TASK TO COMPLETE: In the data below, find each line that contains the word "compass" and copy it.

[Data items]
──────

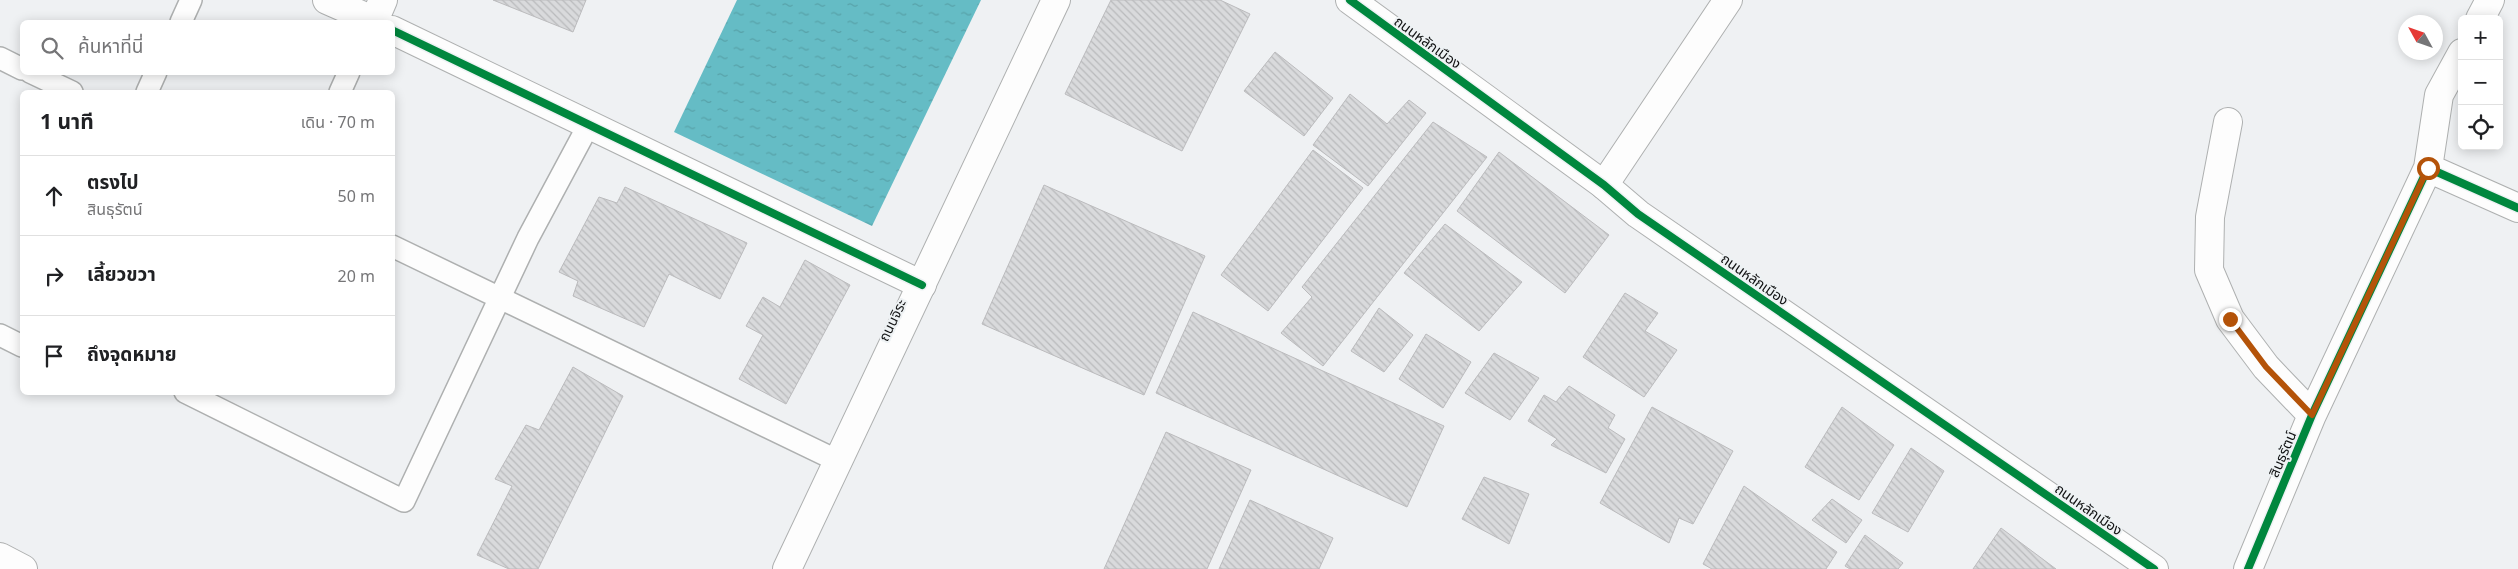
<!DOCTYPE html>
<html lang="th">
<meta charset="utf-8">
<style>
body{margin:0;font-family:"Noto Sans","Noto Sans Thai",sans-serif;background:#f6f6f6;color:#202124}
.controls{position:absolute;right:15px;top:15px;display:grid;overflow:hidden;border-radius:8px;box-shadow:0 2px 12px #0003}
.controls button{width:45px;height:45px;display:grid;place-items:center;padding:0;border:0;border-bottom:1px solid #e0e0e0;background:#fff;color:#202124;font:25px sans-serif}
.compass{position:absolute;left:2398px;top:15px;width:45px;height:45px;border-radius:50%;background:#fff;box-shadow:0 2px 12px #0003;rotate:310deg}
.stop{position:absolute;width:15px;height:15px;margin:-11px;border:4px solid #b45309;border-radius:50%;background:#fff}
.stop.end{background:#b45309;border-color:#fff;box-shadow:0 1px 5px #0008}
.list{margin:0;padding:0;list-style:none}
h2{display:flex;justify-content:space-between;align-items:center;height:65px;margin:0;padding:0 20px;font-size:21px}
h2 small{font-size:16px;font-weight:400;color:#757577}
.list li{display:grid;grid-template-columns:32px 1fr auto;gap:15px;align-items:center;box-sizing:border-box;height:80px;padding:0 20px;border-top:1px solid #e0e0e0}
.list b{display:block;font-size:19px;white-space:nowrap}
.list p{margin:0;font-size:16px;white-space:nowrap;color:#757577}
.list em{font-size:16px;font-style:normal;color:#757577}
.icon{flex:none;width:28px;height:28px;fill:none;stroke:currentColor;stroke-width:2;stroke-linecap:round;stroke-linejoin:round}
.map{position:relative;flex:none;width:2518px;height:569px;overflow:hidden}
.search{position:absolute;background:#fff;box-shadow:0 2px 12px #0003;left:20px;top:20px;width:375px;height:55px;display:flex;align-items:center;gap:12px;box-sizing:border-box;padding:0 18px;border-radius:8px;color:#757577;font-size:19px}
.panel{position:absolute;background:#fff;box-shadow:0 2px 12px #0003;left:20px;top:90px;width:375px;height:305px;border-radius:8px}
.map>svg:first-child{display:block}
.water{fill:url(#water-ripples)}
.building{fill:url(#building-back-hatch);stroke:#bbbbbd}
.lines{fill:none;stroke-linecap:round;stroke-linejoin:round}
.service-casing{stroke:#aeb0b0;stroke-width:24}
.minor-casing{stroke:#aeb0b0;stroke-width:30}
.tertiary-casing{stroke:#aeb0b0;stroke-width:30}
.secondary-casing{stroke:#aeb0b0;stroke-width:30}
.service{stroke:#fdfdfd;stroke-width:21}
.minor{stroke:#fdfdfd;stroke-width:28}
.tertiary{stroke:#fdfdfd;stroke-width:28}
.secondary{stroke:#fdfdfd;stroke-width:28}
.cycleway-casing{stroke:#eef2f4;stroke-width:11}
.cycleway{stroke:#00873e;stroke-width:8}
.route{stroke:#b45309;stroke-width:6}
.labels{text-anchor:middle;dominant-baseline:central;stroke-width:4;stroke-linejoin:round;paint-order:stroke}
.street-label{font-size:14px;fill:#101112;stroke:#eef2f4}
</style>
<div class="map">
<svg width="2518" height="569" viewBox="0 0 2518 569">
<defs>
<pattern id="water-ripples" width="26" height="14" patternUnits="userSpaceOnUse" patternTransform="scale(1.25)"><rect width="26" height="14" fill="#65bcc5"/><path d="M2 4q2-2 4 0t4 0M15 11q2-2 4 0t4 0" fill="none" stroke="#57a1a8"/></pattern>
<pattern id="building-back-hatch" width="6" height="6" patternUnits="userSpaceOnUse" patternTransform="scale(1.25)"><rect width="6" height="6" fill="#d9dadc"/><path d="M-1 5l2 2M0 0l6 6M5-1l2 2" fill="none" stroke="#b9babc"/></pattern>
</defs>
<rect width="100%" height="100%" fill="#eff1f3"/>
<!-- water -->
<path class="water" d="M737,0H981L872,226L674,132Z"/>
<!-- building -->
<path class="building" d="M493,0H586L573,32Z
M1111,0H1220L1250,14L1182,151L1065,94Z
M1275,52L1333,98L1304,136L1244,91Z
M1350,94L1387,124L1409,100L1426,113L1368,186L1313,145Z
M1433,122L1487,157L1323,366L1281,333L1312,297L1302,287Z
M1313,150L1363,188L1268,311L1221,275Z
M1499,152L1609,235L1565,293L1457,211Z
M1044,185L1205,256L1144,395L982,324Z
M625,187L747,243L720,299L669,274L644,327L573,296L578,281L559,272L599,197L617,203Z
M1445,224L1522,282L1479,331L1404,273Z
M805,260L850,285L786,404L739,379L763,335L746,326L763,297L780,307Z
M1625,293L1658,313L1645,331L1677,350L1644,397L1583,357Z
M1379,308L1413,335L1384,372L1351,351Z
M1193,312L1444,426L1407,507L1156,393Z
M1426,334L1471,362L1443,408L1399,379Z
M1494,353L1539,378L1510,420L1465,393Z
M573,367L623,396L538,569H509L477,555L512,486L495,479L526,425L539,430Z
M1569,386L1615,415L1608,428L1625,439L1606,473L1551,445L1557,439L1528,421L1544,395L1556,402Z
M1652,407L1733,451L1693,524L1679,518L1669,543L1600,503Z
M1842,407L1894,445L1859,500L1805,467Z
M1166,432L1251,470L1207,569H1104Z
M1911,448L1944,471L1908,532L1872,513Z
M1484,477L1529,494L1509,544L1462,519Z
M1744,486L1837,552L1826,569H1712L1703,564Z
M1832,499L1862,520L1846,543L1812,520Z
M1250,500L1333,538L1319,569H1219Z
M2001,528L2056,569H1973Z
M1865,535L1903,563L1898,569H1850L1845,566Z"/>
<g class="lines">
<!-- service casing -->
<g class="service-casing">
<path id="service" d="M181,22L191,0
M0,58L22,69
M30,72L72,92
M147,92L156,72
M340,92L349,72
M392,246L838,461
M0,335L22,346
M185,392L404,501L528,238L588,126"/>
</g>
<!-- minor casing -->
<g class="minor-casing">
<path id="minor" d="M327,0L377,22
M2480,19L2490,0
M374,21L383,0
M392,30L922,285
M2228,122L2210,217L2209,270L2230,319L2266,367L2312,415
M2428,168L2439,95L2462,53
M1604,185L1728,0
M2248,569L2312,415L2428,168L2518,208"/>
</g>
<!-- tertiary casing -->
<g class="tertiary-casing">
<path id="tertiary" d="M1350,0L1604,185L1638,214L2154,569
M0,557L23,569"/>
</g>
<!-- secondary casing -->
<g class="secondary-casing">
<path id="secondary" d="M787,569L1056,0"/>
</g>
<!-- service -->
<use href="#service" class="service"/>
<!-- minor -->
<use href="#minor" class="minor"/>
<!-- tertiary -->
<use href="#tertiary" class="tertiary"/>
<!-- secondary -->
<use href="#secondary" class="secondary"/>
<!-- cycleway casing -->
<g class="cycleway-casing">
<path id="cycleway" d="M1350,0L1604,185L1638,214L2154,569
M392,30L922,285
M2248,569L2312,415L2428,168L2518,208"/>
</g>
<!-- cycleway -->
<use href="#cycleway" class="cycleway"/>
</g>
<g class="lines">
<!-- route -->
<path class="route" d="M2230,319L2266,367L2312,415L2428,168"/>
</g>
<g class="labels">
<!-- street labels -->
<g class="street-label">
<text transform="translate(1428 42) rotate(36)">ถนนหลักเมือง</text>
<text transform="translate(1755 279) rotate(35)">ถนนหลักเมือง</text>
<text transform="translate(892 320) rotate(-64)">ถนนจิระ</text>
<text transform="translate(2282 454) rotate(-67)">สินธุรัตน์</text>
<text transform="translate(2089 509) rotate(35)">ถนนหลักเมือง</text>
</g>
</g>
</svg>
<div class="controls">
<button>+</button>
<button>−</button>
<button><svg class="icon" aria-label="locate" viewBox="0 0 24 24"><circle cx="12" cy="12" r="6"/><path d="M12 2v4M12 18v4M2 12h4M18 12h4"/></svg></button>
</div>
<svg class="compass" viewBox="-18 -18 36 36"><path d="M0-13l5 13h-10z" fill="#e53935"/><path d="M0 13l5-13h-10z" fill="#757577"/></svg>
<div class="stop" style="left:2428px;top:168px"></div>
<div class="stop end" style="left:2230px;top:319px"></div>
<div class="search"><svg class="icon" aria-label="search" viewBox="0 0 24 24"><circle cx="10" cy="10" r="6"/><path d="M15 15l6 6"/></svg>ค้นหาที่นี่</div>
<section class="panel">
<h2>1 นาที<small>เดิน · 70 m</small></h2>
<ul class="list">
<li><svg class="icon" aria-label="ahead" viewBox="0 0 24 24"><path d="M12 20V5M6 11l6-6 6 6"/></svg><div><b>ตรงไป</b><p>สินธุรัตน์</p></div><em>50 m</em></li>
<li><svg class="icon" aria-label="right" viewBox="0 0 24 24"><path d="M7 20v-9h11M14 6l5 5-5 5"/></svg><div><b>เลี้ยวขวา</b></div><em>20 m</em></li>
<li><svg class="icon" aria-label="arrive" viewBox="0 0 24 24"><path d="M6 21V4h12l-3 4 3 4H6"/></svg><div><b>ถึงจุดหมาย</b></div></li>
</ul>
</section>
</div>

──────

TASK ANSWER:
.compass{position:absolute;left:2398px;top:15px;width:45px;height:45px;border-radius:50%;background:#fff;box-shadow:0 2px 12px #0003;rotate:310deg}
<svg class="compass" viewBox="-18 -18 36 36"><path d="M0-13l5 13h-10z" fill="#e53935"/><path d="M0 13l5-13h-10z" fill="#757577"/></svg>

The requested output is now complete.